Nieuwe inzichten over de werking van ons DNA brachten onderzoeker dr. Jorg van Loosdregt (UMC Utrecht) op het spoor van een methode om jeugdreuma dichter bij de bron aan te pakken. In weefselcellen van reumapatiëntjes testte hij een middel dat al bekend was uit kankeronderzoek. Onder invloed van dat medicijn werden specifiek slechte genen geremd die ontstekingen veroorzaken bij jeugdreuma.

Jeugdreuma is een auto-immuunziekte die enorm inhakt in het leven van patiënten’, vertelt Jorg van Loosdregt. ‘Door ontstekingen in hun gewrichten hebben ze pijn. Soms is die alleen licht, maar soms kan een kind niets anders dan helemaal plat liggen. De patiënten missen vaak school, ze kunnen niet sporten, krijgen minder vriendjes. Het is van grote invloed op hun welzijn.’

Aan-uitknop van ons DNA

Zo’n twee jaar geleden viel Van Loosdregts oog op een aantal belangrijke wetenschappelijke inzichten over zogenaamde enhancers en superenhancers (vertaald: versterkers/superversterkers). Enhancers zijn de aan- en uitknoppen van ons DNA: als ze toegankelijk zijn voor signaalstoffen in ons lichaam zorgen ze ervoor dat genen actief worden of juist niet. Nu bleken er ook superenhancers te bestaan, stukjes DNA die de activiteit van onze genen nog verder verhogen.

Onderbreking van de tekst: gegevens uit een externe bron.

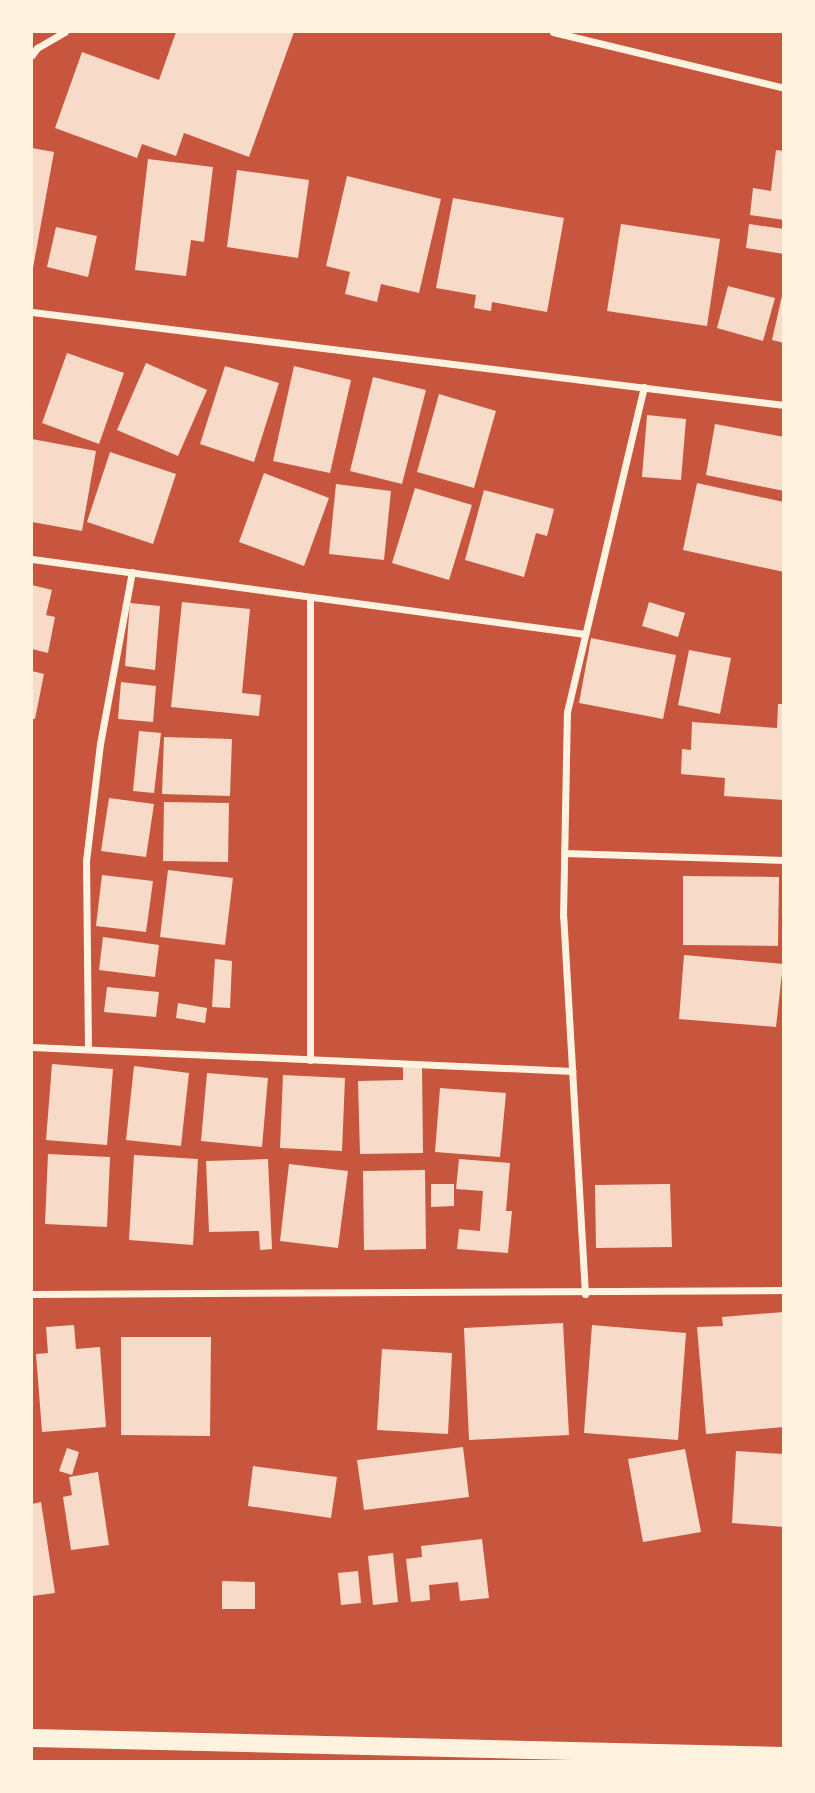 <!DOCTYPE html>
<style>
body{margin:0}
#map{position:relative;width:815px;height:1793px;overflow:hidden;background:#c8553d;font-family:"Nunito Sans",sans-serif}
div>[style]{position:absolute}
.building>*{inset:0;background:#f7dbc8}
.minor>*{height:7px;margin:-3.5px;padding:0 3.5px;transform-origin:3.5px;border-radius:3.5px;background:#fff3e0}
.primary>*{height:18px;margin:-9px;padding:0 9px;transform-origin:9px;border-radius:9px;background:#fff3e0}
span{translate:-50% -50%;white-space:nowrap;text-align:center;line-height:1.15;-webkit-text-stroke:7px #fff3e0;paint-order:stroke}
.frame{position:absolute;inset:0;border:33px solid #fff3e0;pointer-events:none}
</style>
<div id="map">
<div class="building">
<i style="clip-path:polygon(176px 32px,294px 32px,249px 157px,184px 133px,176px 156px,142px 144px,137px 158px,55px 128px,82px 52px,159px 80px)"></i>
<i style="clip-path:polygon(32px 148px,54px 152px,33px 268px,32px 268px)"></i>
<i style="clip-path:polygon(776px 150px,784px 151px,784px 220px,750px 215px,753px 188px,771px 191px)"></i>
<i style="clip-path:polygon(148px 159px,213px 167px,204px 242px,191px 240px,186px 276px,135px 270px)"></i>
<i style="clip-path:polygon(237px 170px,309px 180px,298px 258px,227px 247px)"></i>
<i style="clip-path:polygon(347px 176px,441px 199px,419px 293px,381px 284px,377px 302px,345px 294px,350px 272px,326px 266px)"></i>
<i style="clip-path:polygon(453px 198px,564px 218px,547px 312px,492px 302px,491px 311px,474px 308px,476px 295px,436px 288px)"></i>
<i style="clip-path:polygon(621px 224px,720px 239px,707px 326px,607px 311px)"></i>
<i style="clip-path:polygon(749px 224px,784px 229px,784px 254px,746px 248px)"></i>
<i style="clip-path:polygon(56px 227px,97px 236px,88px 277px,47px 267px)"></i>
<i style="clip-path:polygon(728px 286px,775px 298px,763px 341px,717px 328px)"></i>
<i style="clip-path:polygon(782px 296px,784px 296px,784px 343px,772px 340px)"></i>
<i style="clip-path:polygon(67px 353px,124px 373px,99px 444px,42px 423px)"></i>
<i style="clip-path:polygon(146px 363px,207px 390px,178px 456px,117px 430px)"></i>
<i style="clip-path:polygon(225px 366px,279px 383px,254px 462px,200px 444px)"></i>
<i style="clip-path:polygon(294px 366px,351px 380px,330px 473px,273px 461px)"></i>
<i style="clip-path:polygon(373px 377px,426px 390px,402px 484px,350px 471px)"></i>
<i style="clip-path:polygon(439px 394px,496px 411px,474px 488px,417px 472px)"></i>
<i style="clip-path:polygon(647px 415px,686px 419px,681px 480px,642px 477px)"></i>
<i style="clip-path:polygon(715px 424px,784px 437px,784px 491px,706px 475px)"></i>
<i style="clip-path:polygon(32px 439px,96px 451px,82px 531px,32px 522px)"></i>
<i style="clip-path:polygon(110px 452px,176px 474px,153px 544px,87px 522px)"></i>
<i style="clip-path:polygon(264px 473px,329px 498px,304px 566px,239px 542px)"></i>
<i style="clip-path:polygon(697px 483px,784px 502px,784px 572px,683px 550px)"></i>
<i style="clip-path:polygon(336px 484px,391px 491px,384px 560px,329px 554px)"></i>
<i style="clip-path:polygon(415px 488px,472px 505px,449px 580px,392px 563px)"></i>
<i style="clip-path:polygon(484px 490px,554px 509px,547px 536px,536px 533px,524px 577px,465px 560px)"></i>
<i style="clip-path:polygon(32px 585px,52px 590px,46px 615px,55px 617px,48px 653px,32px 649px)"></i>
<i style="clip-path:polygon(182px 602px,250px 609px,242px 693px,261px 695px,259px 716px,171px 707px)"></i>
<i style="clip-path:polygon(649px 602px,685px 613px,678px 637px,642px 626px)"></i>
<i style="clip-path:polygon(130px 603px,160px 606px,155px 670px,125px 666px)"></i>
<i style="clip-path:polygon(591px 638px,676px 655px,663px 719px,579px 703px)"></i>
<i style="clip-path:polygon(689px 650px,731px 658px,720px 714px,678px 705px)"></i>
<i style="clip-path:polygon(32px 671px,44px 674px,35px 719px,32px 719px)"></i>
<i style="clip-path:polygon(121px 682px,156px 686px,153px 722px,118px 719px)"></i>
<i style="clip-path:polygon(778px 704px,784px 704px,784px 800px,724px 796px,725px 778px,681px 774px,682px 749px,691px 750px,692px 722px,777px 728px)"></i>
<i style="clip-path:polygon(139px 731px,161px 733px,154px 793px,133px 791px)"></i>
<i style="clip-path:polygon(164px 737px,232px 739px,230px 796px,162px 794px)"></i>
<i style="clip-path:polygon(109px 798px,154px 804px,146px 857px,101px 851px)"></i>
<i style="clip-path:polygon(164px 802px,229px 803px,228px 862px,163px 861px)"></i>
<i style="clip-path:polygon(168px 870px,233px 878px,225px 945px,160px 937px)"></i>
<i style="clip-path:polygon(102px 875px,153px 881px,146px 932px,96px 926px)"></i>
<i style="clip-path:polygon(683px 876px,779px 877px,778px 946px,683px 945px)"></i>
<i style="clip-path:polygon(103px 937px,159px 945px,155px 977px,99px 970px)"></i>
<i style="clip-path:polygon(684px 955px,783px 964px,776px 1027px,679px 1019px)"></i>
<i style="clip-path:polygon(215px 959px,232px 961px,230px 1008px,212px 1007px)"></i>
<i style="clip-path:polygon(107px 987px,159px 992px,156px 1017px,104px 1012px)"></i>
<i style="clip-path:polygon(178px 1003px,207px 1008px,205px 1023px,176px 1018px)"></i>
<i style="clip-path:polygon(52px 1064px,113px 1069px,107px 1145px,46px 1140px)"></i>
<i style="clip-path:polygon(134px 1066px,189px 1073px,181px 1146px,126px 1140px)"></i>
<i style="clip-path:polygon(403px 1066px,422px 1066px,423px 1153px,360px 1154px,358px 1081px,403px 1080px)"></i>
<i style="clip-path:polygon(207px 1073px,268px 1078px,262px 1147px,201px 1141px)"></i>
<i style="clip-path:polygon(283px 1075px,345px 1078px,342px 1151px,280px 1148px)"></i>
<i style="clip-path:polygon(440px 1088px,506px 1093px,500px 1157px,435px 1152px)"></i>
<i style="clip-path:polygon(48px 1154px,110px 1157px,107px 1227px,45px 1224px)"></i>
<i style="clip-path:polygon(134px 1155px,198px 1159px,193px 1245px,129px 1240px)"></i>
<i style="clip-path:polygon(268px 1159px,272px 1249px,260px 1250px,259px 1231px,209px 1232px,206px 1161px)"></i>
<i style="clip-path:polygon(459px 1159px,510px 1163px,506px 1211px,512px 1211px,508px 1253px,457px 1249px,459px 1229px,480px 1231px,483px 1191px,456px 1189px)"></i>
<i style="clip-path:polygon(289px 1164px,348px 1171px,338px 1248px,280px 1241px)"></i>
<i style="clip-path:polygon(425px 1170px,426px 1249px,364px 1250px,363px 1171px)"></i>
<i style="clip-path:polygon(431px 1184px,454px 1184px,454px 1206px,431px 1207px)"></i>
<i style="clip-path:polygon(670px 1184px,672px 1247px,596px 1248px,595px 1185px)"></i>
<i style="clip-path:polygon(784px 1312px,784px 1427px,706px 1434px,697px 1327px,723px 1326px,722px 1317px)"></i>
<i style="clip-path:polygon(563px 1323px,569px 1435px,469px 1440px,464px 1328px)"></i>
<i style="clip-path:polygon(74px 1325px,76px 1349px,100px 1347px,106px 1427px,42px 1432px,36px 1354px,48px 1353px,46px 1327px)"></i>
<i style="clip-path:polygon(592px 1325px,686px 1333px,678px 1440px,584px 1433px)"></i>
<i style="clip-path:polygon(121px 1337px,211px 1337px,210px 1436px,121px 1435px)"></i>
<i style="clip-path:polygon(382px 1349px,452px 1353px,448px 1434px,377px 1430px)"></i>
<i style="clip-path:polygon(463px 1447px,469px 1497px,364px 1510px,357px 1460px)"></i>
<i style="clip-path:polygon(67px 1448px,79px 1452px,72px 1475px,59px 1471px)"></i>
<i style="clip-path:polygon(685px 1449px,701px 1532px,643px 1542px,628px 1459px)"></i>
<i style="clip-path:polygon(736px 1451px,784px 1454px,784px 1527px,732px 1523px)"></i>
<i style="clip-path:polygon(253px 1466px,337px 1477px,331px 1518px,248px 1506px)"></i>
<i style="clip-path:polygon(98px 1472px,109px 1545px,71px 1550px,63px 1497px,72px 1495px,69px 1477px)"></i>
<i style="clip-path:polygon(41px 1502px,55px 1593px,32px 1596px,32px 1504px)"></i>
<i style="clip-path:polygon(482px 1539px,489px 1598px,460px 1601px,458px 1582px,429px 1585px,430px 1600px,411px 1602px,406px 1559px,422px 1557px,421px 1546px)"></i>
<i style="clip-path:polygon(393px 1553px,398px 1602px,373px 1605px,368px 1556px)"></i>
<i style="clip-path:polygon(358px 1571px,361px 1603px,341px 1605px,338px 1573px)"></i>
<i style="clip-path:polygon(222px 1581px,255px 1582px,255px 1609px,222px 1609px)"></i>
</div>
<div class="minor">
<i style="left:553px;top:32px;width:238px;rotate:13.6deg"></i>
<i style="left:32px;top:55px;width:9px;rotate:-54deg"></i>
<i style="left:37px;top:48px;width:32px;rotate:-30deg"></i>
<i style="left:32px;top:312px;width:758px;rotate:7.05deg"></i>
<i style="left:32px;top:559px;width:558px;rotate:7.72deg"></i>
<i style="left:564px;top:853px;width:220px;rotate:1.8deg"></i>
<i style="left:32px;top:1047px;width:541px;rotate:2.54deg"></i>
<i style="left:88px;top:1049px;width:188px;rotate:-90.6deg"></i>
<i style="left:86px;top:861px;width:118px;rotate:-83.2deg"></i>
<i style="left:100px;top:744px;width:175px;rotate:-79.5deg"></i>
<i style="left:310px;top:1060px;width:463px;rotate:-90deg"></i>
<i style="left:32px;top:1294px;width:752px;rotate:-0.3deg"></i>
<i style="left:585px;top:1294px;width:378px;rotate:-93.3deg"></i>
<i style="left:563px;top:917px;width:205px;rotate:-88.9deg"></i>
<i style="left:567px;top:712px;width:334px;rotate:-76.7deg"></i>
</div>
<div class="primary">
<i style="left:32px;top:1738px;width:752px;rotate:1.37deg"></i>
</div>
<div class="frame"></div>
</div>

Vondst uit het kankeronderzoek

De wetenschappelijke onderzoeken die dr. Van Loosdregt vond, gingen over genen die een rol spelen bij het ontstaan van kanker. Door de activiteit van de superenhancers te remmen met een bepaald molecuul, een zogeheten BET-remmer, worden deze genen geremd en vergeet de cel als het ware dat het een kankercel is. Van Loosdregt: ‘Ik las die artikelen en dacht: bij auto-immuunziekten is dat hetzelfde liedje. Het zou heel mooi zijn als je op dezelfde manier slechte genen kunt uitzetten.’

Superenhancers die alleen bij jeugdreumapatiënten voorkomen

Met zijn onderzoeksgroep in het UMC Utrecht vergeleek dr. Van Loosdregt het DNA van patiënten met jeugdreuma met dat van gezonde kinderen. In het DNA van bloed en het knievocht bekeken de onderzoekers nauwkeurig alle superenhancers. Vele daarvan kwamen bij beide groepen kinderen voor, maar sommige alleen bij jeugdreumapatiënten. Juist die superenhancers bleken gekoppeld te zijn aan genen die eiwitten maken die een ontstekingsreactie teweegbrengen.

Onstekingen remmen door de superenhancers te remmen

In het vervolg van het onderzoek keek Van Loosdregt en zijn team naar de cellen van de jeugdreumapatiënten. ‘Er waren daadwerkelijk meer ontstekingsstoffen aanwezig. Als we de patiëntencellen vervolgens met de BET-remmer behandelden, dan waren die ontstekingsfactoren vrijwel allemaal minder aanwezig. Dit betekent dus dat bij het remmen van de superenhancers specifiek de slechte genen bij jeugdreuma worden geremd.’

Alternatief voor de huidige behandelingen?

Van Loosdregt denkt dat jeugdreumapatiëntjes als het ware een te grote ‘aan-knop’ in hun genen hebben. Die knop uitzetten met BET-remmers zou een alternatief kunnen zijn voor de behandeling van jeugdreuma. Vermoedelijk geldt dit ook bij andere auto-immuunziektes. ‘Maar’, erkent Van Loosdregt, ‘zo’n behandeling ligt nog wel in de verre toekomst.’ Een volgende stap voor Van Loosdregts onderzoeksgroep is het testen BET-remmers die de farmaceutische industrie inmiddels heeft gemaakt.

Meer informatie

Het Reumafonds heeft uitgebreide voorlichting over jeugdreuma. De resultaten van dit onderzoek, uitgevoerd met een subsidie van het Reumafonds, publiceert Van Loosdregt op 17 september in het wetenschappelijke tijdschrift Cell Reports.